═════ RECORD SET ═════
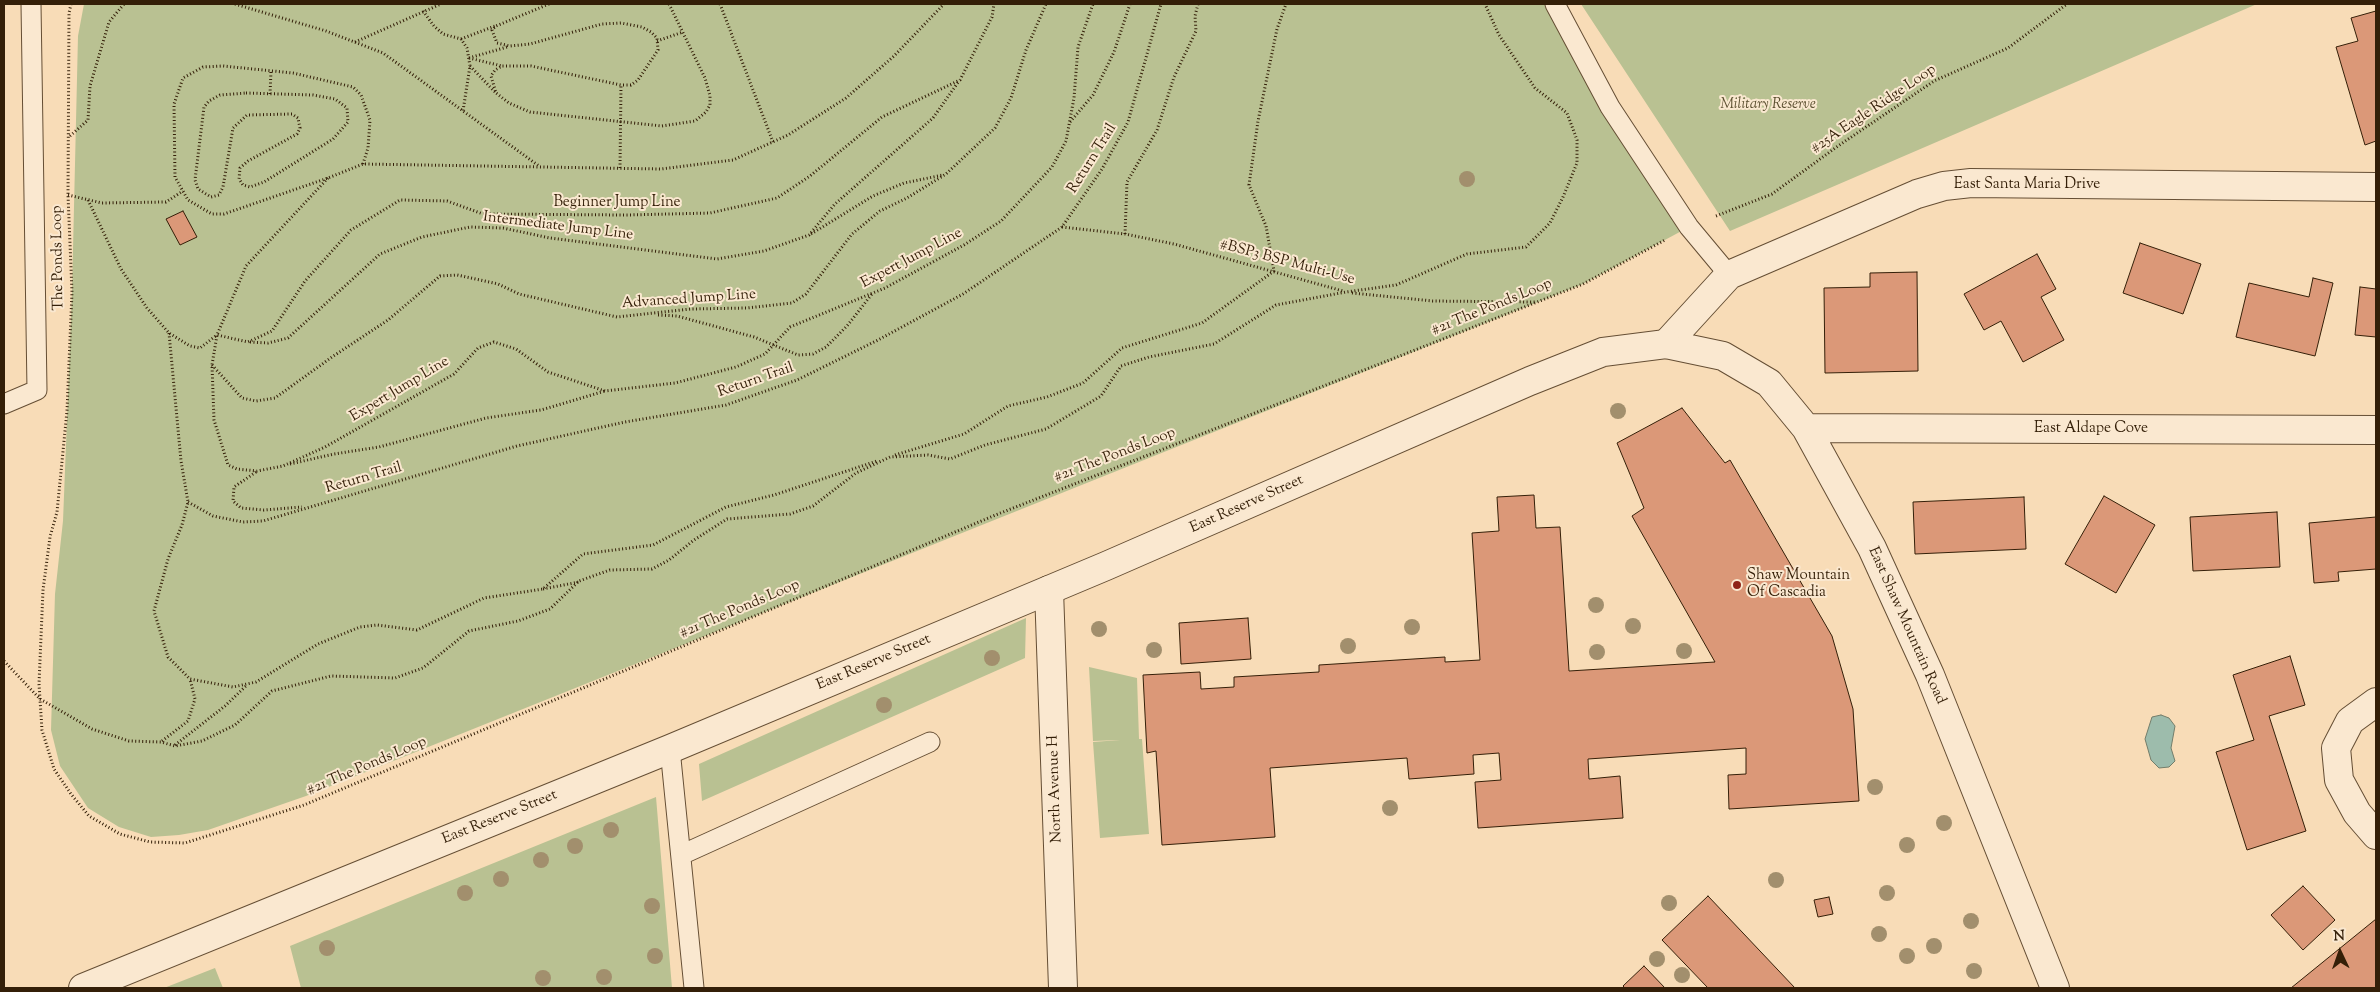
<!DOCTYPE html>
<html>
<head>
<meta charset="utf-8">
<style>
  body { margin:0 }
  #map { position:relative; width:2380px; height:992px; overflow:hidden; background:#f8dcb7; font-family:"Sorts Mill Goudy",serif }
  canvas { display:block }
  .frame { position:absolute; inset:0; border:5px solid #341f08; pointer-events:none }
  .north { position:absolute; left:2315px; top:927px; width:50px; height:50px; -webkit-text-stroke:4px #fae8d0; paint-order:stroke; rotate:357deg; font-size:14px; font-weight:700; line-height:20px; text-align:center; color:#341f08 }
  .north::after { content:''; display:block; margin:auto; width:18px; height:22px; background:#341f08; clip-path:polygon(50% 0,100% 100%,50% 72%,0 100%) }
</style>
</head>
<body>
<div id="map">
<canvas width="2380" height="992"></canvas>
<div class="frame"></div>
<div class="north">N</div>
</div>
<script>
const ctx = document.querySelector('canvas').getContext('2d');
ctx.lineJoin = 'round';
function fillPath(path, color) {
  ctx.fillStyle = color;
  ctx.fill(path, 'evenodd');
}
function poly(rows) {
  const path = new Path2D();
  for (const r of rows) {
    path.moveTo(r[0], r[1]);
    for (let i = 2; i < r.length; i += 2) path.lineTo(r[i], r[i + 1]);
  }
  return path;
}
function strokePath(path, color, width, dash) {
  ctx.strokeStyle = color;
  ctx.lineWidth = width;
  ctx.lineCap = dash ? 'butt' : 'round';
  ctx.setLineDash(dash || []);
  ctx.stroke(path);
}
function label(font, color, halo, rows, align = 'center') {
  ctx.font = font + ' "Sorts Mill Goudy",serif';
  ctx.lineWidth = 4;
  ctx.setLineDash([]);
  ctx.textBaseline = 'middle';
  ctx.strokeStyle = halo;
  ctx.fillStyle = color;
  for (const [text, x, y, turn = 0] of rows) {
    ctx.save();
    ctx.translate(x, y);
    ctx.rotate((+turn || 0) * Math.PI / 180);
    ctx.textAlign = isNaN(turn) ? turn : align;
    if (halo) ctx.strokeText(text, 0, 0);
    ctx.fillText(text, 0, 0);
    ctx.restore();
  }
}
fillPath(poly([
  [84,4,1555,4,1689,227,1583,284,306,796,208,830,179,835,151,837,119,827,88,808,60,766,51,730,55,594,63,521,72,292,78,36],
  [1581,4,2257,4,1730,231],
  [1026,618,1025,658,702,801,699,764],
  [1089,667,1137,678,1139,739,1142,739,1149,834,1100,838,1093,742,1120,740,1093,741],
  [656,797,672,988,301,988,290,946],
  [215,968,223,988,164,988]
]), '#b9c192');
const water = poly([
  [2161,715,2169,718,2175,726,2171,748,2175,761,2169,767,2159,768,2151,760,2145,739,2152,717,2161,715]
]);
fillPath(water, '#9dbcac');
strokePath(water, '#737d6a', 1);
const building = poly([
  [2376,11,2376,141,2365,145,2336,47,2358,41,2351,18,2376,11],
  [183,211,197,237,180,245,166,219,183,211],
  [2140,243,2201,264,2183,314,2123,293,2140,243],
  [2037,254,2056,289,2041,297,2064,340,2023,362,2001,321,1984,330,1964,294,2037,254],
  [1917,272,1918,371,1825,373,1824,288,1870,287,1870,273,1917,272],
  [2313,278,2333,283,2315,356,2236,337,2249,283,2309,297,2313,278],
  [2360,287,2376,289,2376,337,2355,335,2360,287],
  [1682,408,1725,463,1730,460,1832,636,1853,709,1859,801,1729,809,1728,775,1746,774,1746,748,1588,759,1589,779,1620,776,1623,818,1478,828,1475,782,1501,780,1499,753,1473,755,1474,774,1409,779,1407,758,1270,768,1275,837,1162,845,1156,751,1147,753,1143,675,1200,672,1201,689,1234,687,1234,677,1319,672,1319,665,1445,657,1445,662,1480,660,1472,533,1499,531,1497,497,1534,495,1536,528,1560,527,1569,671,1715,662,1632,516,1644,508,1617,443,1682,408],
  [2104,496,2155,525,2116,593,2065,564,2104,496],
  [2024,497,2026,549,1915,554,1913,502,2024,497],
  [2277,512,2280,567,2193,571,2190,517,2277,512],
  [2376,517,2376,569,2338,572,2339,581,2314,583,2309,523,2376,517],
  [1248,618,1251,659,1181,664,1179,623,1248,618],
  [2290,656,2305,705,2269,716,2306,831,2247,850,2216,752,2254,740,2233,675,2290,656],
  [2303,886,2335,920,2303,950,2271,915,2303,886],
  [1708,896,1795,988,1708,988,1662,940,1708,896],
  [1829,897,1833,914,1818,917,1814,900,1829,897],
  [2376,919,2376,988,2291,988,2376,919],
  [1644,966,1665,988,1625,988,1623,986,1644,966]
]);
fillPath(building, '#db9878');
strokePath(building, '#341f08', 1);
const service = poly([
  [1555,4,1610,107,1689,227,1729,275],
  [4,404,37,390,31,4],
  [670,749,694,988],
  [681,855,930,742]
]);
const minor = poly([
  [1806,428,2376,430],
  [1049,590,1063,988],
  [2376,702,2350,721,2336,748,2339,780,2357,813,2376,835],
  [2055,988,1930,675,1872,548,1806,428,1769,383,1723,356,1666,344,1729,275,1917,194,1944,186,1971,183,2376,187]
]);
const tertiary = poly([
  [83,988,670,749,1106,566,1530,381,1603,352,1666,344]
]);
strokePath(service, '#654e34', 21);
strokePath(minor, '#654e34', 30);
strokePath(tertiary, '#654e34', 30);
strokePath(poly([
  [71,4,69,13,68,195,72,292,67,411,57,512,50,537,43,590,39,684,42,730,54,769,71,794,89,816,120,834,150,842,185,843,304,805,998,514,1583,284,1665,240],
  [235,4,326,31,383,53,539,166],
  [549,4,496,26,492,30,497,43,510,46,530,44,602,24,621,23,642,27,651,32,657,38,658,50,638,80,631,85,621,85,531,66,502,66,495,70,491,76,496,93,509,103,530,112,662,126,695,121,706,112,710,105,710,96,705,78,669,4],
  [720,4,773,142],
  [423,11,434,26,443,34,461,39,467,48,470,66,463,111],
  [461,39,495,26],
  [657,41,683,32],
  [355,42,441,4],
  [469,58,507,47],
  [469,58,502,66],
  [470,66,495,92],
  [246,93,313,95,335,99,347,108,348,122,333,139,264,182,250,187,243,185,239,179,240,168,248,161,297,134,300,128,298,118,292,114,247,115,233,128,223,187,219,195,211,197,198,189,195,180,204,107,209,101,220,95,246,93],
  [270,94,271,71],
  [1070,122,1093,95,1114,52,1130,4],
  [70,136,88,120,90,86,109,22,124,4],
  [363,164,368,148,370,120,361,95,353,87,293,73,223,66,203,67,183,78,174,104,175,177,188,200,212,214,224,214,328,178,363,164,661,169,733,160,788,135,846,98,894,56,944,4],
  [620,168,621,85],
  [328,178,246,266,217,335,212,365,214,420,228,465,237,469,257,471,283,466,325,447,454,374,478,348,494,342,516,349,548,372,605,391,675,383,736,367,765,354,790,327,885,288,964,245,1001,221,1052,167,1066,141,1074,98,1078,47,1093,4],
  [68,195,102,203,166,202,183,191],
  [88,200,121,269,147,308,169,333,190,346,200,348,217,335,248,342,272,331,305,281,351,230,400,200,447,201,483,214,627,215,710,213,777,198,810,176,882,117,960,80,992,17,994,4],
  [1716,216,1772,194,1838,146,1934,81,2008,48,2067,4],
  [1062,227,1125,234,1174,244,1343,291],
  [811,234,873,196,904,183,943,175],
  [1125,234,1127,182,1157,130,1174,77,1196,31,1195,16,1198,4],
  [1352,293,1433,301,1535,302],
  [658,315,677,316,754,337,798,355,813,354,826,347,847,326,872,294],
  [169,333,181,461,188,502,182,525,168,559,154,611,168,657,190,679,233,687,256,682,318,644,360,627,377,625,417,630,484,598,543,589,583,554,653,545,726,507,774,495,877,461],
  [250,342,268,343,288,338,380,254,422,237,470,227,503,228,550,238,717,259,764,251,809,235,835,204,933,118,959,81],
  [212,365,242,398,256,401,275,398,332,357,388,320,440,276,457,275,498,284,519,294,617,317,691,309,747,308,792,303,806,294,852,234,880,211,907,198,946,174,995,128,1011,98,1026,50,1046,4],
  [895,455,964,434,1008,406,1047,397,1083,383,1122,348,1202,323,1274,271,1266,226,1249,185,1258,121,1277,29,1286,4],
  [290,464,334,454,379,447,486,418,541,410,605,391],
  [256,472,234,487,233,501,241,508,264,510,302,507],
  [188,502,213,516,243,522,263,521,517,446,625,422,726,405,797,380,878,340,963,294,1062,227,1102,169,1128,122,1161,4],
  [543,589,579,582],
  [4,661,40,699,92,729,129,741,161,742,175,746,202,741,235,725,272,691,331,676,395,678,423,668,469,631,518,621,550,609,579,581,610,570,652,569,669,560,694,540,727,519,790,514,813,506,856,473,890,457,928,455,950,459,985,445,1046,429,1101,396,1121,366,1149,357,1214,344,1276,305,1346,292,1396,285,1467,254,1526,247,1550,223,1563,197,1577,163,1577,140,1567,113,1535,88,1499,35,1485,4],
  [162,741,188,721,195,699,190,679],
  [175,745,225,706,247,685]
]), '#341f08', 3, [1, 2.5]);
strokePath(service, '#fae8d0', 19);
strokePath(minor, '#fae8d0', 28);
strokePath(tertiary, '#fae8d0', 28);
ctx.fillStyle = '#a28f6d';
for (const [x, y] of [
  [1467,179],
  [1618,411],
  [1596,605],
  [1633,626],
  [1412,627],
  [1099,629],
  [1348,646],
  [1154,650],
  [1684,651],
  [1597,652],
  [992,658],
  [884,705],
  [1875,787],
  [1390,808],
  [1944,823],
  [611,830],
  [1907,845],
  [575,846],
  [541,860],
  [501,879],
  [1776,880],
  [465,893],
  [1887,893],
  [1669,903],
  [652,906],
  [1971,921],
  [1879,934],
  [1934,946],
  [327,948],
  [655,956],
  [1907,956],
  [1657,959],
  [1974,971],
  [1682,975],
  [604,977],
  [543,978]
]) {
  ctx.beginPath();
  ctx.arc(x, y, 8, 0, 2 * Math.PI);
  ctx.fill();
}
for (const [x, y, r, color] of [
  [1737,585,5,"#8f2418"]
]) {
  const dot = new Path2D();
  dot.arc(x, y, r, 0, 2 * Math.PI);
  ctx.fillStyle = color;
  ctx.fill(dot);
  strokePath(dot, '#fae8d0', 2);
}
label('italic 15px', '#5c5031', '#fae8d0', [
  ["Military Reserve",1768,105]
]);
label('15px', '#341f08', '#fae8d0', [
  ["#25A Eagle Ridge Loop",1874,110,-34],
  ["Return Trail",1093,159,-58],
  ["East Santa Maria Drive",2027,185],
  ["Beginner Jump Line",617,203],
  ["Intermediate Jump Line",558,227,7],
  ["The Ponds Loop",59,258,-91],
  ["Expert Jump Line",912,259,-28],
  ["#BSP3 BSP Multi-Use",1287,263,15],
  ["Advanced Jump Line",689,300,-4],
  ["#21 The Ponds Loop",1492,308,-22],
  ["Return Trail",756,381,-19],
  ["Expert Jump Line",400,390,-31],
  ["East Aldape Cove",2091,429],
  ["#21 The Ponds Loop",1115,456,-21],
  ["Return Trail",364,479,-16],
  ["East Reserve Street",1247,505,-24],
  ["#21 The Ponds Loop",740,610,-23],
  ["East Shaw Mountain Road",1906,626,66],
  ["East Reserve Street",874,663,-23],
  ["#21 The Ponds Loop",367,767,-23],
  ["North Avenue H",1056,789,-92],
  ["East Reserve Street",500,818,-22]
]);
label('15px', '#341f08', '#fae8d0', [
  ["Shaw Mountain",1747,576],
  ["Of Cascadia",1747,593]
], 'left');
</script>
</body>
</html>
═════
### WHAT YOU WILL DO
Count, in the records above, the lines that contain "Math", and write only the resulting number.

### EXPECTED OUTPUT
3